§ WORK REQUIRED: Transcribe the records word for word, beginning with the first line and ending with the line that contains "Task: Give me a JSON index of the"; include nothing else.
= = =
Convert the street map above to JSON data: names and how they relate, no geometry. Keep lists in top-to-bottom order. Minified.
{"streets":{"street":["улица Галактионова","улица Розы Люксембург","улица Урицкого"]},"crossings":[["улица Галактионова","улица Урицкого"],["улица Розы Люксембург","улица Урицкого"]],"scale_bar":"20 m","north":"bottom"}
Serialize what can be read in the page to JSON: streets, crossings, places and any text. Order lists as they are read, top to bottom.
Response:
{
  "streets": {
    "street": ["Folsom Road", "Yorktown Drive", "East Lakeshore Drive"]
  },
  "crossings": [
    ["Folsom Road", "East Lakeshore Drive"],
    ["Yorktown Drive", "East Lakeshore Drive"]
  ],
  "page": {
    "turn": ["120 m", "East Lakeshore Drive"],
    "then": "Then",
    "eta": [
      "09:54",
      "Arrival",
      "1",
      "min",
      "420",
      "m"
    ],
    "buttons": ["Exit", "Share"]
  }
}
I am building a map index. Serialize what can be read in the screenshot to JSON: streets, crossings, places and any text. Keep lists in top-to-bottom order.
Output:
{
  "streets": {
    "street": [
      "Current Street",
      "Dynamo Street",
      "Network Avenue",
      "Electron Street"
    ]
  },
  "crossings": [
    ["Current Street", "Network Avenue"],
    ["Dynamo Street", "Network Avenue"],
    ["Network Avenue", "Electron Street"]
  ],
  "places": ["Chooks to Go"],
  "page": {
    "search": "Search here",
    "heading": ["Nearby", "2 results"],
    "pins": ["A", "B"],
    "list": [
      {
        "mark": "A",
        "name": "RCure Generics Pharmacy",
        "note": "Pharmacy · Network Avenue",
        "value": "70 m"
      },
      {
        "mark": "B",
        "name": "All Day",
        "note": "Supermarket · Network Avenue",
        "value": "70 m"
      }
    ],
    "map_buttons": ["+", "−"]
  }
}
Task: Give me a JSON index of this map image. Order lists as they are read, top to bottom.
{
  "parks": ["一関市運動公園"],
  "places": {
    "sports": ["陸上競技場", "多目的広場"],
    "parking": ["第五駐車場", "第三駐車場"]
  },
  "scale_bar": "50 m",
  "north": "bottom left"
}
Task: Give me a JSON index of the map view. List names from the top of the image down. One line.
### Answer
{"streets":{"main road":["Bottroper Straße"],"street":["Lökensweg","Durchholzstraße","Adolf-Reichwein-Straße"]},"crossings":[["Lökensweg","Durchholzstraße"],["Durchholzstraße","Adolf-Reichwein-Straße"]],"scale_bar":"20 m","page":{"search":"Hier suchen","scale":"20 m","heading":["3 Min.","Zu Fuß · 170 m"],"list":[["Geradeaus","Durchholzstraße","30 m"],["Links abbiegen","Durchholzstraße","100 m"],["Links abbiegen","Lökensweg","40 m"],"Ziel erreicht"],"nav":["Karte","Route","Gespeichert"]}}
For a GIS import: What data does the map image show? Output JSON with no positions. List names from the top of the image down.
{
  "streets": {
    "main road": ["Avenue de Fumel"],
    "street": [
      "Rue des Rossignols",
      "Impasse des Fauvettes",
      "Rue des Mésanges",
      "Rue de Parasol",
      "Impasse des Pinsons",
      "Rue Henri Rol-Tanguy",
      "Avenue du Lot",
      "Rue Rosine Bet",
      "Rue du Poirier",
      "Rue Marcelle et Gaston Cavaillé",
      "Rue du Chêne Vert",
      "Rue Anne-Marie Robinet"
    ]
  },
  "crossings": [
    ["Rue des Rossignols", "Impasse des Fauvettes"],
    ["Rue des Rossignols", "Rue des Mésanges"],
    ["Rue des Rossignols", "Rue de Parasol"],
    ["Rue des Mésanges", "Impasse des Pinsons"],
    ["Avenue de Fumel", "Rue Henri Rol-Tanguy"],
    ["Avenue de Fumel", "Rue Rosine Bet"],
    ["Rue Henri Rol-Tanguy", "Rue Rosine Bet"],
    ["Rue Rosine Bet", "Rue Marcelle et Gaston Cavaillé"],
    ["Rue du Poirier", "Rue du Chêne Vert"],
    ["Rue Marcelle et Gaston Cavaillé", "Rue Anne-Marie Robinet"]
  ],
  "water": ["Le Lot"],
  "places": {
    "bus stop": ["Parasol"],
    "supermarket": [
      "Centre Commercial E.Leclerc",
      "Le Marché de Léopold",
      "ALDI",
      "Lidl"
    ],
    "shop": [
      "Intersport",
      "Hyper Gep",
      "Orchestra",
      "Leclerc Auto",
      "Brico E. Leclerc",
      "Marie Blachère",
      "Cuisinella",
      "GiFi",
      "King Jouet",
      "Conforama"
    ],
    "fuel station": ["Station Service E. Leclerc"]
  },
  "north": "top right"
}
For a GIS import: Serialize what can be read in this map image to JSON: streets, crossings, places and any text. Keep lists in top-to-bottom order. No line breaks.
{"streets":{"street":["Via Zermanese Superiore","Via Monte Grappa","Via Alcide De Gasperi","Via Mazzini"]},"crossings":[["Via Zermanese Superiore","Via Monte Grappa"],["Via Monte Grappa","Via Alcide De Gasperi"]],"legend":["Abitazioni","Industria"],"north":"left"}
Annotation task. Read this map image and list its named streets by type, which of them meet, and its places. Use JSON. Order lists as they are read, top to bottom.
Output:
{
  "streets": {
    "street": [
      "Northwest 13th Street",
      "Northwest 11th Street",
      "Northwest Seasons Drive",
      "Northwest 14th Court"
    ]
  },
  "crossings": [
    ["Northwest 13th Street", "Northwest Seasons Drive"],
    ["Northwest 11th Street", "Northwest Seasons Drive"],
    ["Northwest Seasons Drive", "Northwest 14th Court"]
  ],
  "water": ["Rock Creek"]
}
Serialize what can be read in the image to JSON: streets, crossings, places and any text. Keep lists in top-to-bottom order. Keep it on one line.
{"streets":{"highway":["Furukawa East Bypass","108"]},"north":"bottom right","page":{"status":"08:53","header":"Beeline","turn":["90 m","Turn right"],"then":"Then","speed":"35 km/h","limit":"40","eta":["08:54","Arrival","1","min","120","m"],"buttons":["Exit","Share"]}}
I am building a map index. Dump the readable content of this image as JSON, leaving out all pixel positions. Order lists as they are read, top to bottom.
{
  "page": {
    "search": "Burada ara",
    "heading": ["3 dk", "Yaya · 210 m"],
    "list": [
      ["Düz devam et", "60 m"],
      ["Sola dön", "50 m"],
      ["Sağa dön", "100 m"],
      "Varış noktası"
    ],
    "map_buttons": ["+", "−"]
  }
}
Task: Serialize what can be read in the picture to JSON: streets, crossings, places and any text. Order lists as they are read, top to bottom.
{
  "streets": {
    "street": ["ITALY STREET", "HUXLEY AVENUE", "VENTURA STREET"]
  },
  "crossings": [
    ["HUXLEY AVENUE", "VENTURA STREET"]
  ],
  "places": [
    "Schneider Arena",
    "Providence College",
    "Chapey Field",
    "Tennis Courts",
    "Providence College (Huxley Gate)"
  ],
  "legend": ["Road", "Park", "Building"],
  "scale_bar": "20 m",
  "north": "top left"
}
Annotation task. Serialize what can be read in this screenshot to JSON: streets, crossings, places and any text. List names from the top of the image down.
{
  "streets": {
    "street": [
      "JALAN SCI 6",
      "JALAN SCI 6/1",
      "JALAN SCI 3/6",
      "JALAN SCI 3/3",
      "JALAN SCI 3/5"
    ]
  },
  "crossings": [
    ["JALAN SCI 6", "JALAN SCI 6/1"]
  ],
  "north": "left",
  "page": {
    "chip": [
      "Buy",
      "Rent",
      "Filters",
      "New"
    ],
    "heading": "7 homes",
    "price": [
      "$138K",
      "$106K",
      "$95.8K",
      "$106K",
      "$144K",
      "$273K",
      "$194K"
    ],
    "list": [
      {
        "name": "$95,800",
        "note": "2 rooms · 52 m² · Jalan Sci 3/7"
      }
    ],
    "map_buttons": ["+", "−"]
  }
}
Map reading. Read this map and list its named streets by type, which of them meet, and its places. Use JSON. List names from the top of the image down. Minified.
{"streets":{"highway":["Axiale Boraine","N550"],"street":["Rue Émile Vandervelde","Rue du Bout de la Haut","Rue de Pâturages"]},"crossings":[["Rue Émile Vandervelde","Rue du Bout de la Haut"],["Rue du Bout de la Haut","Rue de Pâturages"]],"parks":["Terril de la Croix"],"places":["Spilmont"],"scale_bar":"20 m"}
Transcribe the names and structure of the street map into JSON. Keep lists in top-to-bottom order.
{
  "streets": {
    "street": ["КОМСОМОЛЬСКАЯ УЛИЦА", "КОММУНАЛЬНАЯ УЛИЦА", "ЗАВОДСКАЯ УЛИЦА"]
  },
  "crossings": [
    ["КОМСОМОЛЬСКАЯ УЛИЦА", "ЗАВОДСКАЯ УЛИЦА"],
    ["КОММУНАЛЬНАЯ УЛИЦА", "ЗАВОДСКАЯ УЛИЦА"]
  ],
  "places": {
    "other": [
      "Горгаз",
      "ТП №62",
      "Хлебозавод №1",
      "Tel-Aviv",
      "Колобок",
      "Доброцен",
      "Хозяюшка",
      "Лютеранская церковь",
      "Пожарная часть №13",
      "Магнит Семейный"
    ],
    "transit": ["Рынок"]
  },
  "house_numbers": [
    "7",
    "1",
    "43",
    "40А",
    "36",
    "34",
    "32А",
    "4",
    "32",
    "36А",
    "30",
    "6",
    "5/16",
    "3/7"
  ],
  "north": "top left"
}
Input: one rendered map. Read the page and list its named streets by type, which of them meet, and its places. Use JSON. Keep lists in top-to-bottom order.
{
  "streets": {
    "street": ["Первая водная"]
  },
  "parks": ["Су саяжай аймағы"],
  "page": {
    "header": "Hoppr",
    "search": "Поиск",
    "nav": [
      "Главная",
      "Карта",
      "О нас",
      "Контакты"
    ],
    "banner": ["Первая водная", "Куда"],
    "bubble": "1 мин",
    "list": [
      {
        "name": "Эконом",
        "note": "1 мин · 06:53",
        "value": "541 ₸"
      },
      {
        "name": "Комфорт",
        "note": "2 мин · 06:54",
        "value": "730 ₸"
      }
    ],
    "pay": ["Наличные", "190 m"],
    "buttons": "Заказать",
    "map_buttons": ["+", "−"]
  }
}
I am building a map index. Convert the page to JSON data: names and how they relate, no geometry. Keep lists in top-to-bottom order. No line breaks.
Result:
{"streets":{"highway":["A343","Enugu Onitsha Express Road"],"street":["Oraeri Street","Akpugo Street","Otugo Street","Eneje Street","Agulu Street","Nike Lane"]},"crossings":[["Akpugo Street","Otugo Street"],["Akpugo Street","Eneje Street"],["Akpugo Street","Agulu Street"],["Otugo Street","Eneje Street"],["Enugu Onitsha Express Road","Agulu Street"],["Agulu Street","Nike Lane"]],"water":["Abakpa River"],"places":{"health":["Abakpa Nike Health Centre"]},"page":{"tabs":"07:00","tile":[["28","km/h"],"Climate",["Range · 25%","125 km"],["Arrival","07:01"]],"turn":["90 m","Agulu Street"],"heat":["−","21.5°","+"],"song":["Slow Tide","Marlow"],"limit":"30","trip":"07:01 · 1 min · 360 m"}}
= = =
§ YOUR RESPONSE:
Convert the street map above to JSON data: names and how they relate, no geometry. Keep lists in top-to-bottom order. Minified.
{"streets":{"street":["улица Галактионова","улица Розы Люксембург","улица Урицкого"]},"crossings":[["улица Галактионова","улица Урицкого"],["улица Розы Люксембург","улица Урицкого"]],"scale_bar":"20 m","north":"bottom"}
Serialize what can be read in the page to JSON: streets, crossings, places and any text. Order lists as they are read, top to bottom.
Response:
{
  "streets": {
    "street": ["Folsom Road", "Yorktown Drive", "East Lakeshore Drive"]
  },
  "crossings": [
    ["Folsom Road", "East Lakeshore Drive"],
    ["Yorktown Drive", "East Lakeshore Drive"]
  ],
  "page": {
    "turn": ["120 m", "East Lakeshore Drive"],
    "then": "Then",
    "eta": [
      "09:54",
      "Arrival",
      "1",
      "min",
      "420",
      "m"
    ],
    "buttons": ["Exit", "Share"]
  }
}
I am building a map index. Serialize what can be read in the screenshot to JSON: streets, crossings, places and any text. Keep lists in top-to-bottom order.
Output:
{
  "streets": {
    "street": [
      "Current Street",
      "Dynamo Street",
      "Network Avenue",
      "Electron Street"
    ]
  },
  "crossings": [
    ["Current Street", "Network Avenue"],
    ["Dynamo Street", "Network Avenue"],
    ["Network Avenue", "Electron Street"]
  ],
  "places": ["Chooks to Go"],
  "page": {
    "search": "Search here",
    "heading": ["Nearby", "2 results"],
    "pins": ["A", "B"],
    "list": [
      {
        "mark": "A",
        "name": "RCure Generics Pharmacy",
        "note": "Pharmacy · Network Avenue",
        "value": "70 m"
      },
      {
        "mark": "B",
        "name": "All Day",
        "note": "Supermarket · Network Avenue",
        "value": "70 m"
      }
    ],
    "map_buttons": ["+", "−"]
  }
}
Task: Give me a JSON index of this map image. Order lists as they are read, top to bottom.
{
  "parks": ["一関市運動公園"],
  "places": {
    "sports": ["陸上競技場", "多目的広場"],
    "parking": ["第五駐車場", "第三駐車場"]
  },
  "scale_bar": "50 m",
  "north": "bottom left"
}
Task: Give me a JSON index of the map view. List names from the top of the image down. One line.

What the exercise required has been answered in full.